If you have been participating in the free and open source movement as long as I have, you know that the foundational arguments for open source development have been made, and the initial skirmishes fought and won. From my own experience as a software developer, anecdotal evidence, and emerging business studies, it’s clear to me that open source software practices are more agile, scalable, cheaper, higher quality, authentic, and responsive to the development of custom enterprise software. Savvy organizations are realizing this, and open source approaches are making their way into everything from research in the computational sciences, government infrastructure (including the U.S. Department of Defense), and technology integration in forward-thinking companies.
Despite these successes, the struggle is far from over. The disruptive nature of the open process is now keenly felt in the mainstream and enterprises are realizing that without plans to accommodate these disruptive processes, they may soon join the company of Tyrannosaurs Rex. Thus, there is an existential struggle underway between companies that want to sell off-the-shelf solutions, and those that want to collaborate with and serve their customers to create custom solutions. Or stated another way, companies that want to control the customer experience are contending with those that want to enable the customer experience.
As a technology leader in an open source company, I find this state of affairs to be thrilling. I often think back to when I read The Innovator’s Dilemma where the dynamics of disruption are so clearly laid out. What is often forgotten about this book is that not only did it describe disruptions due to new product introductions, but disruptions due to process changes as well. For example, the process change from variety retail to discount retail wiped out Woolworth and eventually brought on the dominance of WalMart.
Will open source do to closed source software what discount retailing did to Woolworth?
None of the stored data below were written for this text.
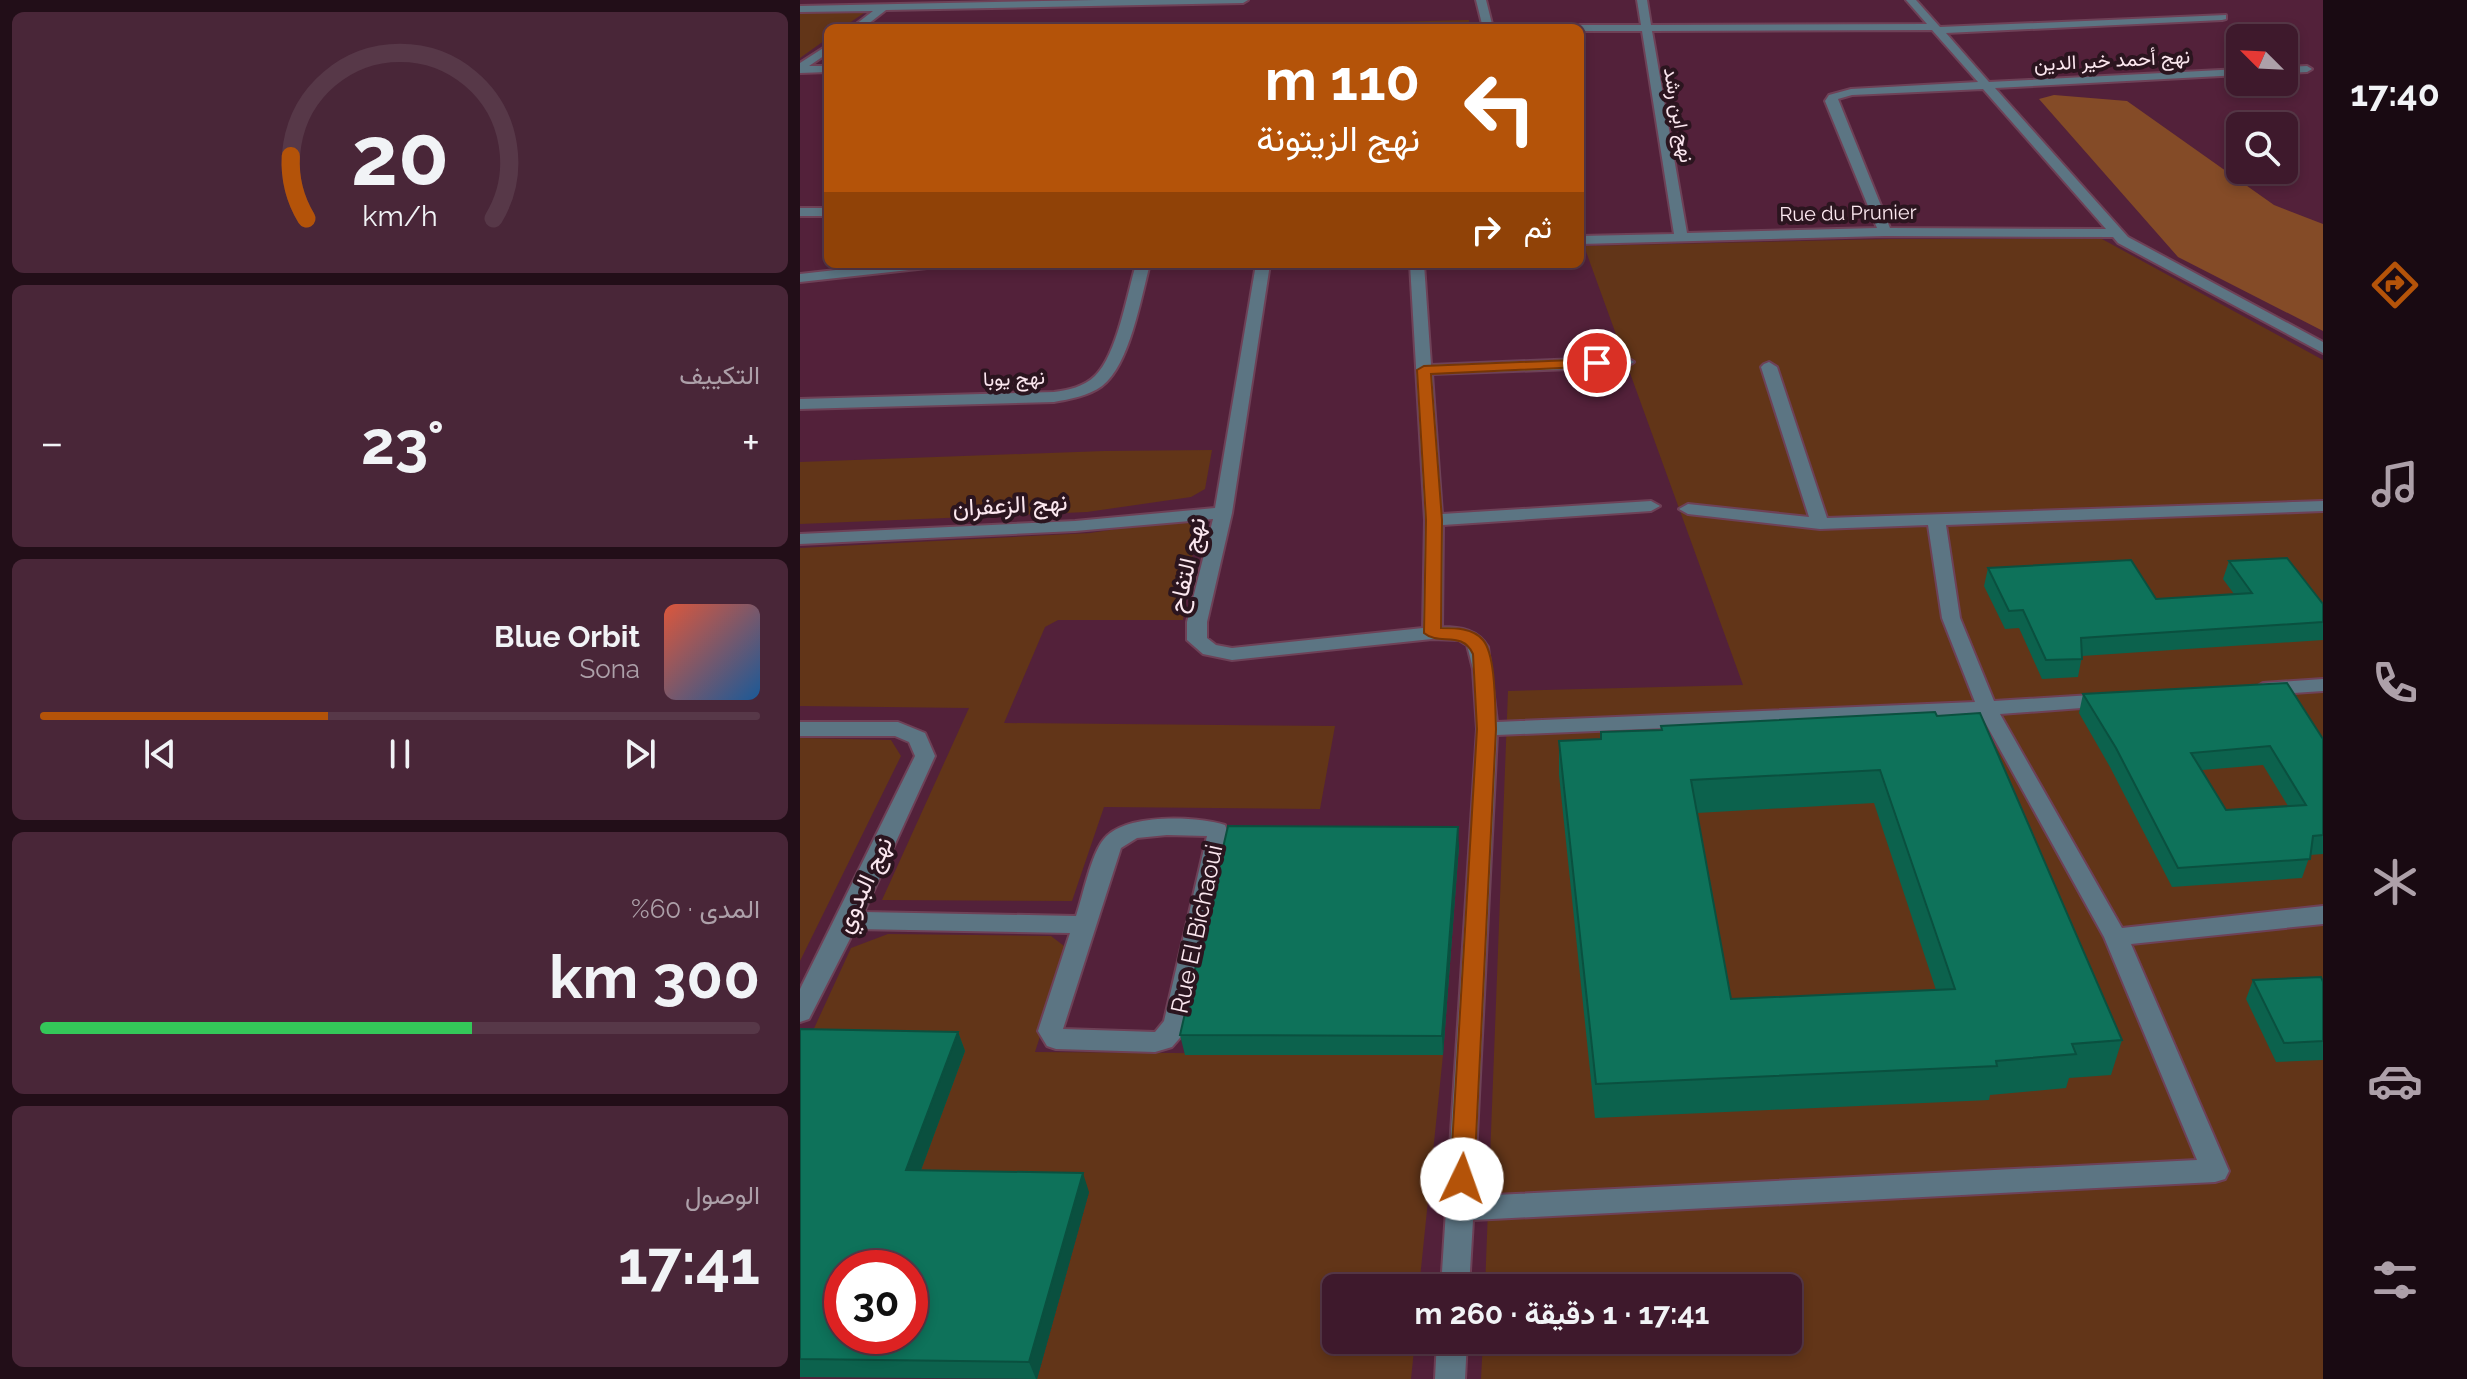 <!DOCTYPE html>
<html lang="ar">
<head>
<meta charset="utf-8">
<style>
  :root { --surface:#3e192c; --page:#492638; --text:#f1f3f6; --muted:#ada0a9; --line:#573848; --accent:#b45309 }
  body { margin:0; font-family:Raleway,Vazirmatn,sans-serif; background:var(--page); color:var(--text); direction:rtl; height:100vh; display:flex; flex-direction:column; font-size:30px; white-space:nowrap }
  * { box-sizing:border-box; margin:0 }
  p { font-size:26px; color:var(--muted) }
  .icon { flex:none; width:44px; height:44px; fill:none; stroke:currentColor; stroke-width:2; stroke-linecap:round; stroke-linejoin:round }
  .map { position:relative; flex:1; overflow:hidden; direction:ltr }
  .sheet { display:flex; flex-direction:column; gap:12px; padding:12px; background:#220e18; width:800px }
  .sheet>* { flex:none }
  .banner { position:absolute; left:24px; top:24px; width:760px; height:244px; border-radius:12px; box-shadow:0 4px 12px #0003,0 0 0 2px var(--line); direction:rtl; background:#b45309; color:#fff; overflow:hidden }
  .needle { width:52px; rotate:294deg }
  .tools { position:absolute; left:1426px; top:24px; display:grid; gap:16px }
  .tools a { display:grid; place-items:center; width:72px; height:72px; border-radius:12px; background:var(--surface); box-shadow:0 4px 12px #0003,0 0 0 2px var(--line); font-size:40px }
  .speed { position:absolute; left:24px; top:1250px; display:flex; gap:16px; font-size:40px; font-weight:700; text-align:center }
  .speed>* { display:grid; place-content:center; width:104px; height:104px; border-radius:50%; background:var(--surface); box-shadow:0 4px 12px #0003,0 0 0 2px var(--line); line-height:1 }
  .speed .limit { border:12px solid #d22; background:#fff; color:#111 }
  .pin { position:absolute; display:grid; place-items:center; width:68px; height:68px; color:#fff; margin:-34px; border:4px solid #fff; border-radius:50%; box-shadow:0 2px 8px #0007 }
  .me { position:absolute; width:88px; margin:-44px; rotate:3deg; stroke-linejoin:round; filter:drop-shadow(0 0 6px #0008) }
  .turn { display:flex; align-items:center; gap:28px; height:168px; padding:0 32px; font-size:36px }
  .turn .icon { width:104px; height:104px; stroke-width:2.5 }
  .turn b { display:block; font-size:56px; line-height:68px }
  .then { display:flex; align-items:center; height:76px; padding:0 32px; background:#0003; gap:16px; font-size:30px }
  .big { font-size:60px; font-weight:700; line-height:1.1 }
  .sheet .widget { flex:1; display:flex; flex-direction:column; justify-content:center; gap:12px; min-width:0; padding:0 28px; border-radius:12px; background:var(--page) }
  .sheet .dial { align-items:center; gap:0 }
  .dial svg { height:208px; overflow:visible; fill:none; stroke:var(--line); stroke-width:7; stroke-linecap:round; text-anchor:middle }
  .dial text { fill:var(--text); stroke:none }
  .song { display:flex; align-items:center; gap:24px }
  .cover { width:96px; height:96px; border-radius:12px; background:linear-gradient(135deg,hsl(10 70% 55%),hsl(210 70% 35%)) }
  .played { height:8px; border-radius:4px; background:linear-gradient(90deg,var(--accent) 40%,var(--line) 40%) }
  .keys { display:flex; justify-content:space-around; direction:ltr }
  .heat { display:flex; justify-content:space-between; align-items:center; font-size:44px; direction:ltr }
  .charge { height:12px; border-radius:6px; background:linear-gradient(90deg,#34c759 60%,var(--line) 0) }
  .trip { position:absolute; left:522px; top:1274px; width:480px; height:80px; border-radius:12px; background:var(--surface); box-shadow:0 4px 12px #0003,0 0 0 2px var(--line); font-weight:700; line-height:80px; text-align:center; direction:rtl }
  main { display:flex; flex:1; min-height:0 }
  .menu { display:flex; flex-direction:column; width:144px; justify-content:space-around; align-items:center; background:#190a12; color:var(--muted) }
  .menu .icon { width:56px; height:56px }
  .menu .on { color:var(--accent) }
  .menu b { font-size:36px; color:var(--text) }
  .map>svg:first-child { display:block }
  .green { fill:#623518 }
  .forest { fill:#844b27 }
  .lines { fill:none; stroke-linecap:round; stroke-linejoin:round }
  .minor-casing { stroke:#6e4157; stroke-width:4 }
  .minor { fill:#5c7583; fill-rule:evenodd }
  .wall { fill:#0c624d; fill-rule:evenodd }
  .shaded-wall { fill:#0a503f }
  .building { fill:#0e725a; stroke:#0a503f; stroke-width:2; fill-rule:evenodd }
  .route { fill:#b45309; stroke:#753606; stroke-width:2 }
  .labels { text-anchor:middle; stroke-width:8; stroke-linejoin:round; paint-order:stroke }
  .far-street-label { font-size:20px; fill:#fbe7ef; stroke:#2b151f }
  .street-label { font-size:24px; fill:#fbe7ef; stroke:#2b151f }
</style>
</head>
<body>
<main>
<nav class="menu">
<b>17:40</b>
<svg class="icon on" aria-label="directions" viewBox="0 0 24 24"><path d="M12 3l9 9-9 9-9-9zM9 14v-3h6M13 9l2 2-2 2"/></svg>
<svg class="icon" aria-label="music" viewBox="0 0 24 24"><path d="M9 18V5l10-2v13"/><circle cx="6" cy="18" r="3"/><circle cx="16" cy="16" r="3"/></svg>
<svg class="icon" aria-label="phone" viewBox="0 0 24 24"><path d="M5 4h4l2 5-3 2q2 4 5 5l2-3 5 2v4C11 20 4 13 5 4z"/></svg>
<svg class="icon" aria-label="climate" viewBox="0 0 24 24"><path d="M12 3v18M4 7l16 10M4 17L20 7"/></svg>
<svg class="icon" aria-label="car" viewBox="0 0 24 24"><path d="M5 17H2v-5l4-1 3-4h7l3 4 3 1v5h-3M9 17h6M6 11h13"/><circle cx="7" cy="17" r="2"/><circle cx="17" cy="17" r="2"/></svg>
<svg class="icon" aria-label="filters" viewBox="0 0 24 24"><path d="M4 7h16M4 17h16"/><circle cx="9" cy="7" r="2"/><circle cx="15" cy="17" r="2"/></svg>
</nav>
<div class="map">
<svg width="1523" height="1379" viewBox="0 0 1523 1379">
  <rect width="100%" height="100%" fill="#53213a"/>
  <path class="green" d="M56 9 64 13 42 28H28V38L0 58V10Z
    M669 20 670 28H351Z
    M1088 239H1302L1523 360V1379H681L683 1340H988V1288H685L708 691 943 685 784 246Z
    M412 450 405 489 391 497 287 512 0 524V462L304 451Z
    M398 517 383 620H258L245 627 204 723 535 726 520 809 304 807 272 901 82 900 169 708 0 706V548L290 533Z
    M0 738 91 740 101 756 0 961Z
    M88 934 251 936 268 949 235 1052 643 1055 619 1288H536V1340H615L611 1379H237L289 1192 114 1189 5 1048 51 948Z"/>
  <path class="forest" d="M1254 95 1327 101 1474 205 1523 224V331L1378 257 1239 99Z"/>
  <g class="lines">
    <g class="minor-casing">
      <path id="minor" d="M296 0H448L443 3 86 10 63 28H51L73 11 0 12V6Z
        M676 0H686L693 28H683Z
        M837 0H847L851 25 1127 24 1106 0H1116L1140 27 1426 15V19L1422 20 1146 33 1189 82 1440 69V75L1195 88 1328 237 1523 342V353L1318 243 1313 237 1085 236 780 244V236L874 234 842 31H780V28H775L780 25H841ZM1132 30 1178 82 1051 89 1029 95 1025 101 1077 228 887 233 852 31ZM1183 89 1306 229 1090 228 1038 99 1052 95Z
        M28 45V53L9 66H28V72L0 73V63Z
        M1484 67 1507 66 1512 69 1507 72 1484 73Z
        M0 208H28V216H0Z
        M89 264H134L127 268 0 282V274Z
        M336 264H350C341 297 330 365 302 386 288 396 270 399 254 402L0 409V399L254 392C268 390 284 387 295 376 317 355 327 294 336 264Z
        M456 264H470L432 513 407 622V638L416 645 432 648 623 628 625 520 610 264H624L631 365 826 357 834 362 826 367 632 374 642 514 851 501 860 506 851 511 643 525 642 627C661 627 678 630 688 647L697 722 1175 702 1142 618 1128 525 1020 529 888 514 879 509 888 504 1009 517 961 367 964 364 969 362 977 367 1027 518 1523 501V511L1146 525 1160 618 1194 701 1308 694 1318 700 1308 706 1200 714 1322 928 1523 906V924L1331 944 1429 1171 1425 1179 1415 1182 673 1220 669 1288H641L677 729 673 669 667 645 659 640 632 639 432 660 403 654 387 640V622L413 519 275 531 0 544V534L275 521 415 508ZM1181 715 1304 937 1397 1160 674 1196 697 735Z
        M1523 679V691L1463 695 1453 689 1463 683Z
        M0 722H98L125 733 135 756 64 912 276 916C283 896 291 854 304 839 325 813 396 816 425 825L429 835 385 1032 372 1047 355 1052 256 1049 247 1046 238 1031 270 933 55 929 9 1019 0 1022V989L115 756 109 742 95 736H0ZM367 835 407 836 364 1021 355 1032 263 1029 321 848 337 838Z
        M637 1340H667L665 1379H635Z"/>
    </g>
    <use href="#minor" class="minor"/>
  </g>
  <path class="wall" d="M1429 561 1523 604V640L1282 656 1278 677 1242 679 1219 628 1205 629 1184 586 1188 568 1356 599 1434 594 1423 579Z
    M1283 694 1523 739V854L1510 855 1502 878 1372 887 1310 767 1279 713ZM1463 765 1488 806 1426 810 1402 770Z
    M1135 712 1322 1040 1311 1075 1269 1078 1266 1088 1190 1095 1189 1100 795 1118 759 775V741L800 739 801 732 861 730V726ZM1074 803 1136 990 931 999 897 813Z
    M659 846 643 1055H385L380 1035Z
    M1453 980 1523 982V1060L1476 1062 1446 999Z
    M0 1029 158 1032 165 1051 121 1170 289 1192 237 1379 0 1377Z"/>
  <path class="shaded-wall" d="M658 827 659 846 643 1055 642 1036Z
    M158 1032 165 1051 114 1189 106 1170Z
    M283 1173 289 1192 237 1379H236L229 1362Z"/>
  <path class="building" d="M1487 558 1523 604V622L1281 638 1282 659 1246 660 1223 610 1209 611 1188 568 1331 560 1356 599 1452 593 1429 561Z
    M1487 683 1523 739V835L1513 836 1510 859 1378 868 1316 748 1283 694ZM1470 746 1506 805 1426 810 1391 753Z
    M1135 712 1137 716 1180 713 1322 1040 1272 1044 1276 1054 1196 1061 1197 1066 796 1084 759 741 801 739V732L862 730 861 726ZM1080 770 1155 989 931 999 891 780Z
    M428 826 658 827 642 1036 380 1035Z
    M1521 977 1523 982V1041L1484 1043 1453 980Z
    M0 1029 158 1032 106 1170 283 1173 229 1362 0 1359ZM42 1268H110V1336H42Z"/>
  <path class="route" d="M797 359 804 363 802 366 631 374 642 520 641 628C655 628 673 628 683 640 696 655 695 708 696 729L674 1179 671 1186 662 1189 653 1186 650 1179 677 729 673 654C662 630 639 646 624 633L626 520 617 370 624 366Z"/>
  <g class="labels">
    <g class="far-street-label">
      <text transform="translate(1312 60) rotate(-3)" y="7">نهج أحمد خير الدين</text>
      <text transform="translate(879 115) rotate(80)" y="7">نهج ابن رشد</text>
      <text transform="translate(1048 213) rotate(-1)" y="7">Rue du Prunier</text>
      <text transform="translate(214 378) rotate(-2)" y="7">نهج يوبا</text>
    </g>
    <g class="street-label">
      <text transform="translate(210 505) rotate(-3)" y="8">نهج الزعفران</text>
      <text transform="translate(387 565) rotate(-77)" y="8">نهج التفاح</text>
      <text transform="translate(64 885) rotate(-65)" y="8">نهج البدوي</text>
      <text transform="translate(397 929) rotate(-78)" y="8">Rue El Bichaoui</text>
    </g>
  </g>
</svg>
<div class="tools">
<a><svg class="needle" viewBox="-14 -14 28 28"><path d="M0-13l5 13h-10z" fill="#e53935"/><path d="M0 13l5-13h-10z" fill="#ada0a9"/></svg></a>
<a><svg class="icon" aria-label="search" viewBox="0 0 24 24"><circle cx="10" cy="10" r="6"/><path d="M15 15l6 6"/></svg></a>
</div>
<div class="speed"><div class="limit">30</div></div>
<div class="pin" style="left:797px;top:363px;background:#d93025"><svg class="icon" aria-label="arrive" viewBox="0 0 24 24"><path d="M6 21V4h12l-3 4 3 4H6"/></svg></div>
<svg class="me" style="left:662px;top:1179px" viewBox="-20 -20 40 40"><circle r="19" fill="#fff"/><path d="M0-13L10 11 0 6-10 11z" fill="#b45309"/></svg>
<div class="trip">17:41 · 1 دقيقة · 260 m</div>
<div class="banner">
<div class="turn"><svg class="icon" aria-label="left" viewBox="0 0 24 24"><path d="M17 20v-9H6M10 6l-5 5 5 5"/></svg><div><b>110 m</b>نهج الزيتونة</div></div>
<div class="then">ثم<svg class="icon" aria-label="right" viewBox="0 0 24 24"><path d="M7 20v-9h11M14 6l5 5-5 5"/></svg></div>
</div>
</div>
<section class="sheet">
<div class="widget dial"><svg viewBox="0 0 100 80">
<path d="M14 69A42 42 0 1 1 86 69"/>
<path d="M14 69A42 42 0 0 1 8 45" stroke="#b45309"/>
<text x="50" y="56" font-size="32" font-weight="700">20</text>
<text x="50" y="72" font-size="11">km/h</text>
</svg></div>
<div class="widget"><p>التكييف</p>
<div class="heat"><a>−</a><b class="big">23°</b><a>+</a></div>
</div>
<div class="widget">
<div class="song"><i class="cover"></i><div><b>Blue Orbit</b><p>Sona</p></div></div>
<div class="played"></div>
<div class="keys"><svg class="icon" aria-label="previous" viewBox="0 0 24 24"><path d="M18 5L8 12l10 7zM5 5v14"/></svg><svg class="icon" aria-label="pause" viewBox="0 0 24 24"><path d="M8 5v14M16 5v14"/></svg><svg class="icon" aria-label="next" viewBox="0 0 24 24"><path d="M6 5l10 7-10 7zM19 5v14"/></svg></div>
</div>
<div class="widget"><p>المدى · 60%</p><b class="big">300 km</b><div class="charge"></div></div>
<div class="widget"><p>الوصول</p><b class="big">17:41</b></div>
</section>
</main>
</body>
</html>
I doubt it, as Apple Computer has shown that a well-crafted and controlled user experience can be profoundly satisfying (and profitable). On the other hand, even the notoriously closed and controlling Apple has had to “open” itself by enabling the hundreds of thousands of non-Apple apps, and by building on critical open source projects, such as BSD and WebKit/KHTML, to reinvent Apple OS X. So even though open may not dominate outright, the enabling expectations in the user community for openness, freedom, customization, and reasonable pricing will continue to exert significant pressure on vendors who wish to control the customer experience.
I find it interestingly ironic that it is reported that one of Steve Job’s favorite books was The Innovator’s Dilemma; I wonder if he ever imagined an open software process being potentially disruptive to his company.
On the other hand, there are areas in which open approaches will clearly dominate, including the development of custom, large-scale software and performing computational R&D to name a couple. The ability to collaboratively create scalable software that meets the needs of an enterprise, is free of intellectual property barriers, and uses agile software processes is an overwhelming advantage. Further, if the right licensing strategy is used, open source companies can successfully provide services to their customers and make compelling arguments against vendor lock-in and for rapid technology integration and adaption, both of which are increasingly important capabilities desired by tech-savvy companies.
Thus, we are witnessing a profound playing out of the FOSS movement. It’s now penetrating the mainstream and showing that it is much more than a philosophical movement, but rather is a fierce competitor with an important role in innovating and creating business opportunities. It’s going to be quite a show.